▶ MATERIAL FOR THIS EXERCISE

* * * *

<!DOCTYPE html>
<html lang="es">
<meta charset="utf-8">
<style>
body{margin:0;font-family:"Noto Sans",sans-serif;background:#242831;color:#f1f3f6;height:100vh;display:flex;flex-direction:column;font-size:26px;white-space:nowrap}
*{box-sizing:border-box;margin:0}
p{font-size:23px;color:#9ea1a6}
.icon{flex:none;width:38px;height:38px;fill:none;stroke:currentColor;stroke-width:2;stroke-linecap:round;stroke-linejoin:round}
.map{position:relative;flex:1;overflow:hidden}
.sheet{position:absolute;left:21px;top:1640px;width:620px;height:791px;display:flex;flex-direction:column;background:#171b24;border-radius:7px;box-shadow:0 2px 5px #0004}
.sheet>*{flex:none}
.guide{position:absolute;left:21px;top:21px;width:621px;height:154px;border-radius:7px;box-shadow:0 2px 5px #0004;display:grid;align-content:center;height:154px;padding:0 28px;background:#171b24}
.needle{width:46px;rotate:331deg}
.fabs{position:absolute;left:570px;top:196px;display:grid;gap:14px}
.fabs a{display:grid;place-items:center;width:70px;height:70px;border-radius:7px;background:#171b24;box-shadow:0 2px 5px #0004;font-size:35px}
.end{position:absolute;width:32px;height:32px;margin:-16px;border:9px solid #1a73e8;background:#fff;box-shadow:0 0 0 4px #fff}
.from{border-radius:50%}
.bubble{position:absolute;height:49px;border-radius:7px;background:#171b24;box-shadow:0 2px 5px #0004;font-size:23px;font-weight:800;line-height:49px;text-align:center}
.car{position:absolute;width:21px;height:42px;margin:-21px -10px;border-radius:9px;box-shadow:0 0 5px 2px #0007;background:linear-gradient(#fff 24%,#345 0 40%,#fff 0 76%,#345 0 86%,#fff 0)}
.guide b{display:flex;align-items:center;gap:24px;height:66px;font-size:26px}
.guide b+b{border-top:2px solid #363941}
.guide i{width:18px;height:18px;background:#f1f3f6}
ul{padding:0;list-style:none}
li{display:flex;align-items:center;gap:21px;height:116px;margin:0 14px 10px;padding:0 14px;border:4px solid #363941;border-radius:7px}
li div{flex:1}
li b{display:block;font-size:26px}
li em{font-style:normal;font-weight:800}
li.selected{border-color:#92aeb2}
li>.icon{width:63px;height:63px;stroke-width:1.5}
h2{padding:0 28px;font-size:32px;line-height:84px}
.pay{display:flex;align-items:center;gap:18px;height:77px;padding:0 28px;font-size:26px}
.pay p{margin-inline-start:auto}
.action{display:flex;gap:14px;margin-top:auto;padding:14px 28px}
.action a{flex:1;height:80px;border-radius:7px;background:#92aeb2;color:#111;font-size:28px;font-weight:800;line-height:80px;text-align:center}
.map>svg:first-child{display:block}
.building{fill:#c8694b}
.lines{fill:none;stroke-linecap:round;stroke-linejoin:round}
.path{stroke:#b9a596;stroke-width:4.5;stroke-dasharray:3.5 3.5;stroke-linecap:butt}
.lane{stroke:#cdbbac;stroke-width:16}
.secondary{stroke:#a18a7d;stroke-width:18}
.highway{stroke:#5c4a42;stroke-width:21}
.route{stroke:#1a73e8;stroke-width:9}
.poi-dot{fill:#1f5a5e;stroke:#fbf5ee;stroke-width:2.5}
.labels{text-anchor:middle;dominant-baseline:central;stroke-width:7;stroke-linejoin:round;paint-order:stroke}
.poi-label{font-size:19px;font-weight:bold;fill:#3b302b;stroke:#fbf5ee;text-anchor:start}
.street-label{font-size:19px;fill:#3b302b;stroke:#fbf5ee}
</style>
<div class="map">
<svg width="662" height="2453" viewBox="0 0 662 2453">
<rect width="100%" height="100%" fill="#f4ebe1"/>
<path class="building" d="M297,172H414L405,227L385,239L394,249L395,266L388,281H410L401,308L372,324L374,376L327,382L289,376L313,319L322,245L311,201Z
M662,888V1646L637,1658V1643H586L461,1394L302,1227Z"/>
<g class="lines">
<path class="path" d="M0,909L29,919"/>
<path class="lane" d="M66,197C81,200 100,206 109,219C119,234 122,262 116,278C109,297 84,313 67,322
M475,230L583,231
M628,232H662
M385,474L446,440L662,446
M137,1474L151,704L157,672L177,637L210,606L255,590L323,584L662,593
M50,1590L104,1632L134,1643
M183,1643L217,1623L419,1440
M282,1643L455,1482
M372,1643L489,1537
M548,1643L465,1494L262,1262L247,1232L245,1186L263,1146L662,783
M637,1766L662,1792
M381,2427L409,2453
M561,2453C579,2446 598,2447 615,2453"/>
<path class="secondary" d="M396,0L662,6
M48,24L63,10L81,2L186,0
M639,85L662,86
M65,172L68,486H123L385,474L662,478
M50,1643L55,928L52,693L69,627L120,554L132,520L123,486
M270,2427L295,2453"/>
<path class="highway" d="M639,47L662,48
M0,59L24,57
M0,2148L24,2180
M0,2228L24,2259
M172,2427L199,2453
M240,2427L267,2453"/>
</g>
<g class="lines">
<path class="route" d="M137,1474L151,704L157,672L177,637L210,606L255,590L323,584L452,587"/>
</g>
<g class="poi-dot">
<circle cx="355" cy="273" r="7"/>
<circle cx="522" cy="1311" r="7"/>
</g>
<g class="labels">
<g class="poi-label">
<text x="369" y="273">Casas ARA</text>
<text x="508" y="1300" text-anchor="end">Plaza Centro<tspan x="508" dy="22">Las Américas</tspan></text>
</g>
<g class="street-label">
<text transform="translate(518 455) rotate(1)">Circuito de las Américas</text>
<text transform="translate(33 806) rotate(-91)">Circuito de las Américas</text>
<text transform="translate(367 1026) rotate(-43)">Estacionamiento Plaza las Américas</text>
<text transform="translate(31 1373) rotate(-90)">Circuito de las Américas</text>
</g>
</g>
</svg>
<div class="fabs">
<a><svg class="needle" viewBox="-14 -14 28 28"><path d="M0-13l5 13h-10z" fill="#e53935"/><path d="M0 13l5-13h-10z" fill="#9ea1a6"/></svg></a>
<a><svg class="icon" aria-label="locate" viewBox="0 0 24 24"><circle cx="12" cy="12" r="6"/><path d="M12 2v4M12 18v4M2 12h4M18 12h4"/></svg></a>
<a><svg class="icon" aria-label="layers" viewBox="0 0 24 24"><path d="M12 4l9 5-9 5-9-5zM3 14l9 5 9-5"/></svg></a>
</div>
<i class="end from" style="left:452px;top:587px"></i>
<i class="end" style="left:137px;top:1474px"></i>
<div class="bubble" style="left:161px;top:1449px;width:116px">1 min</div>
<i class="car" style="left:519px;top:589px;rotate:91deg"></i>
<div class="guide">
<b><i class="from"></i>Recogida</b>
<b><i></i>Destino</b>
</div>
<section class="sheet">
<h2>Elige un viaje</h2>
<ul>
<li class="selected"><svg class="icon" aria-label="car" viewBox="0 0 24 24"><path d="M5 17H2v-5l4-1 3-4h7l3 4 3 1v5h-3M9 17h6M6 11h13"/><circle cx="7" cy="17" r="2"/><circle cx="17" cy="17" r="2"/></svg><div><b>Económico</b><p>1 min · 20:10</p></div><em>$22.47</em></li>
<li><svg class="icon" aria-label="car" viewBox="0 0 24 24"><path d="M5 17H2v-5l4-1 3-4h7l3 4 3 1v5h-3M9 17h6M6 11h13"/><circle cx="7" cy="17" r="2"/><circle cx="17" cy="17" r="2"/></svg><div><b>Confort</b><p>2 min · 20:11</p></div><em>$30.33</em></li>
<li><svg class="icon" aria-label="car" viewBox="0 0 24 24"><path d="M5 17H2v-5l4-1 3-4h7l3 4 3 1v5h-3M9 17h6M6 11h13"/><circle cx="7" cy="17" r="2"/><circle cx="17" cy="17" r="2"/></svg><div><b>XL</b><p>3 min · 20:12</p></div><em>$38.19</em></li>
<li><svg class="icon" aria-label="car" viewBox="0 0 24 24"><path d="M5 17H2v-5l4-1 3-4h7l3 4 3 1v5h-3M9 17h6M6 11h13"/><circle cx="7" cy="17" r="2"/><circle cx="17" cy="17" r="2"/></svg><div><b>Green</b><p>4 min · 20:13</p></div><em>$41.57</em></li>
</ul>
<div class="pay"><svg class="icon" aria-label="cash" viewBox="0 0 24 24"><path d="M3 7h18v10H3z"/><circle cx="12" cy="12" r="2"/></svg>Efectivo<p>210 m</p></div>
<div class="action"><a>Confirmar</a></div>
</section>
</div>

* * * *

▶ AIM OF THE EXERCISE
Scan the listing above and identify each line holding the string "none"; copy every such line.

▶ EXERCISE OUTPUT
.icon{flex:none;width:38px;height:38px;fill:none;stroke:currentColor;stroke-width:2;stroke-linecap:round;stroke-linejoin:round}
.sheet>*{flex:none}
ul{padding:0;list-style:none}
.lines{fill:none;stroke-linecap:round;stroke-linejoin:round}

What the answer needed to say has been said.